Хотя, конечно, эта книга… Ради нее она, пожалуй, потрудится вытащить из долговой ямы своего отпрыска. Сколько он ее помнил, она всегда увлекалась заплесневелыми легендами и оккультными ритуалами.
Какой скучной и однообразной должна казаться жизнь для неописуемо богатой леди, каковой являлась его матушка, чтобы с такой страстью увлекаться никому не нужными, вот уже многими веками позабытыми культурами и религиями…
По крайней мере хоть в ее родстве сомневаться не приходится. Не взяла бы Фрэнсис по доброй воле на себя заботы о воспитании Корки, не имей она к нему отношения. Ветреная и беззаботная Фрэнсис, красавица и умница, одинаково увлеченная балами, придворными интригами и книгами по алхимии.

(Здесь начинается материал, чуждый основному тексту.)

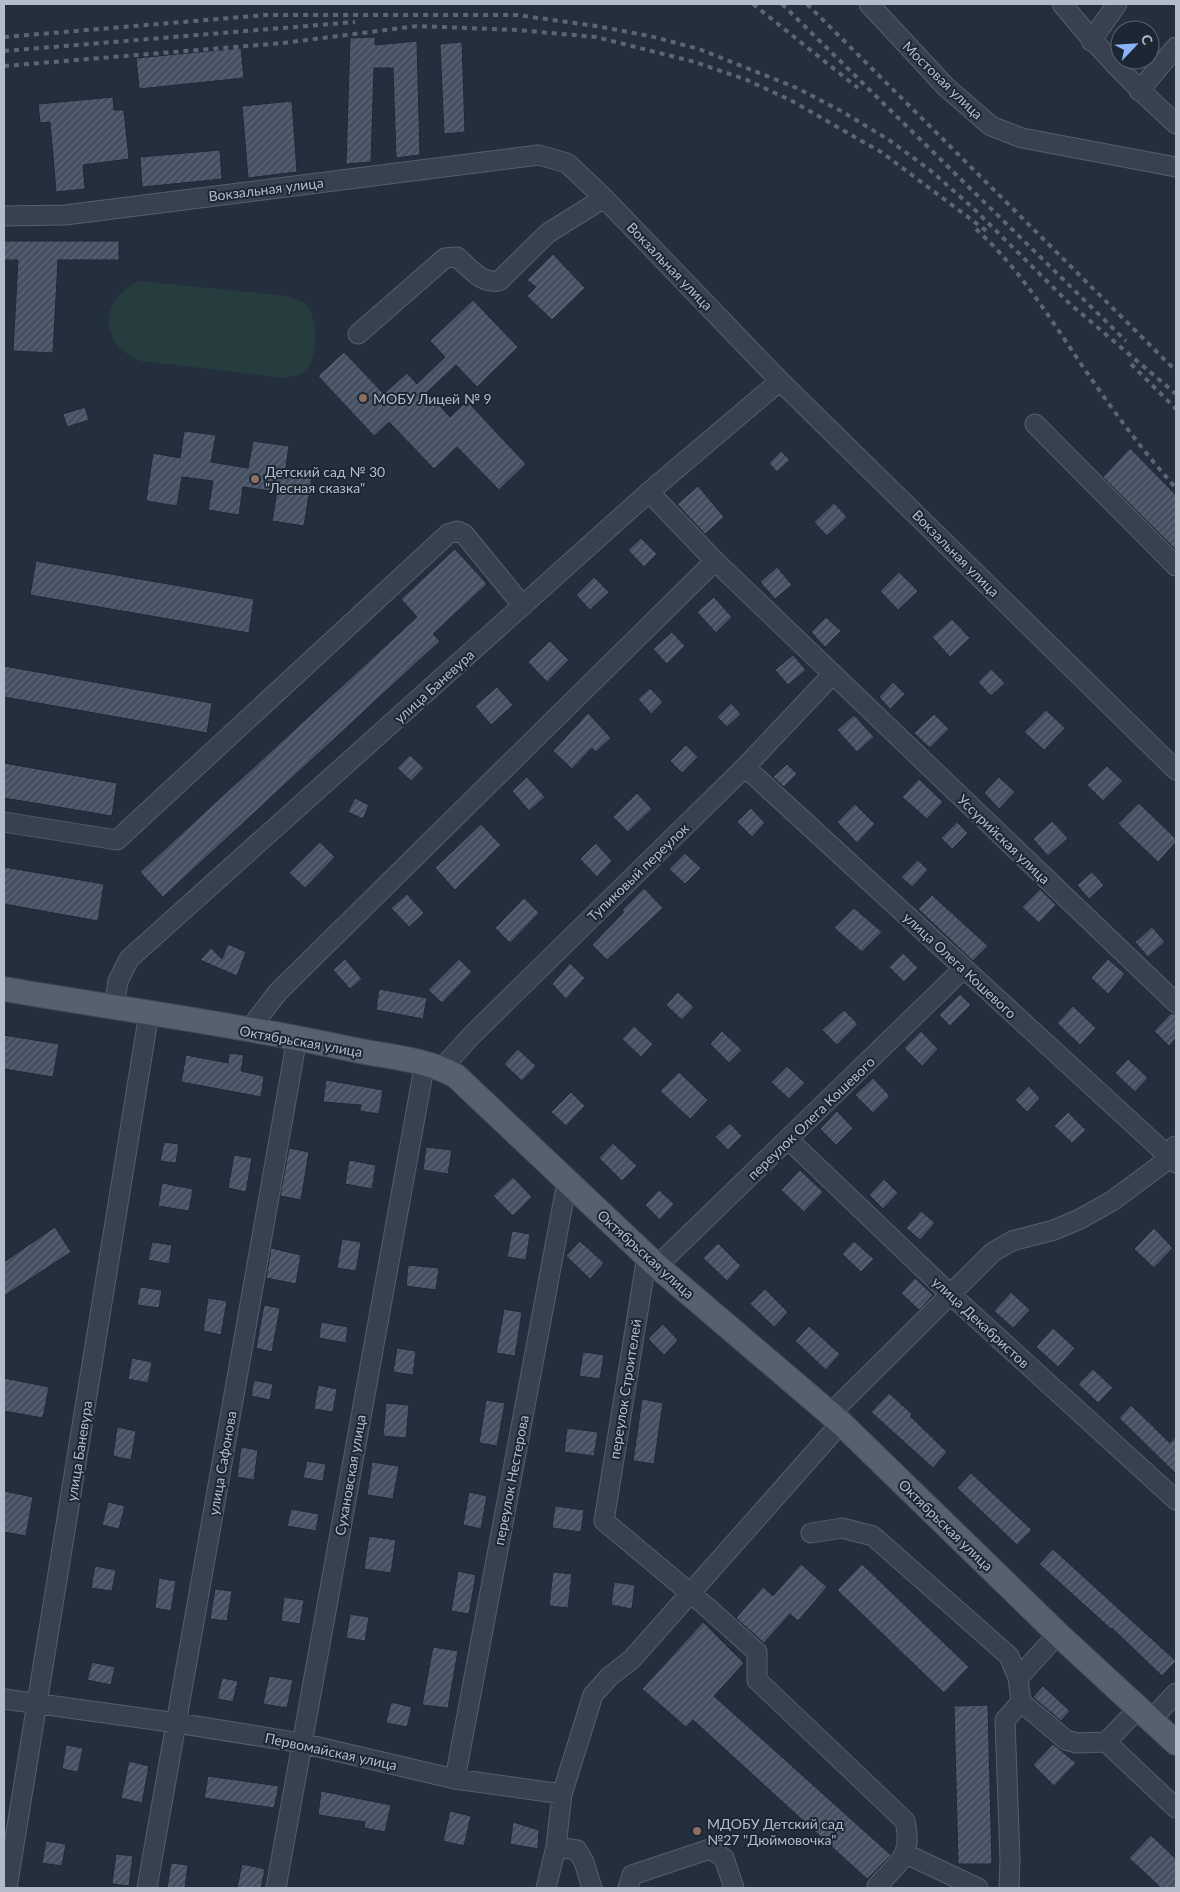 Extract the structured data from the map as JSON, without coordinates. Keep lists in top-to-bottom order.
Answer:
{
  "streets": {
    "main road": ["Октябрьская улица"],
    "street": [
      "Мостовая улица",
      "Вокзальная улица",
      "улица Баневура",
      "Уссурийская улица",
      "Тупиковый переулок",
      "улица Олега Кошевого",
      "переулок Олега Кошевого",
      "улица Декабристов",
      "переулок Строителей",
      "улица Сафонова",
      "Сухановская улица",
      "переулок Нестерова",
      "Первомайская улица"
    ]
  },
  "crossings": [
    ["Вокзальная улица", "улица Баневура"],
    ["улица Баневура", "Уссурийская улица"],
    ["улица Баневура", "Октябрьская улица"],
    ["улица Баневура", "Первомайская улица"],
    ["Уссурийская улица", "Тупиковый переулок"],
    ["Тупиковый переулок", "улица Олега Кошевого"],
    ["Тупиковый переулок", "Октябрьская улица"],
    ["Тупиковый переулок", "Сухановская улица"],
    ["улица Олега Кошевого", "переулок Олега Кошевого"],
    ["Октябрьская улица", "переулок Олега Кошевого"],
    ["Октябрьская улица", "переулок Строителей"],
    ["Октябрьская улица", "улица Сафонова"],
    ["Октябрьская улица", "Сухановская улица"],
    ["Октябрьская улица", "переулок Нестерова"],
    ["переулок Олега Кошевого", "улица Декабристов"],
    ["переулок Олега Кошевого", "переулок Строителей"],
    ["улица Сафонова", "Первомайская улица"],
    ["Сухановская улица", "Первомайская улица"],
    ["переулок Нестерова", "Первомайская улица"]
  ],
  "places": ["МОБУ Лицей № 9", "Детский сад № 30 \"Лесная сказка\"", "МДОБУ Детский сад №27 \"Дюймовочка\""],
  "north": "top right"
}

Блестящая аристократка, не озаботившаяся запоминанием имени очередного любовника, от которого родила своего единственного сына.
В списке возможных кандидатур, со смехом предоставленном ею как-то Корки, были титулы громче владельца полуразрушенного замка, из которого он сейчас уезжал, но никто, кроме него, не признал и не признает незаконнорожденного.
Видимо, сентиментальный старикан Энгус Монтроуз и впрямь испытывал к блистательной Фрэнсис нечто похожее на любовь.
К ней единственной Корки питал какое-то подобие человеческих чувств, сам порой удивляясь этой способности своего организма, во всех остальных случаях в первую и единственную очередь принимавшего во внимание исключительно личную выгоду и животный инстинкт самосохранения.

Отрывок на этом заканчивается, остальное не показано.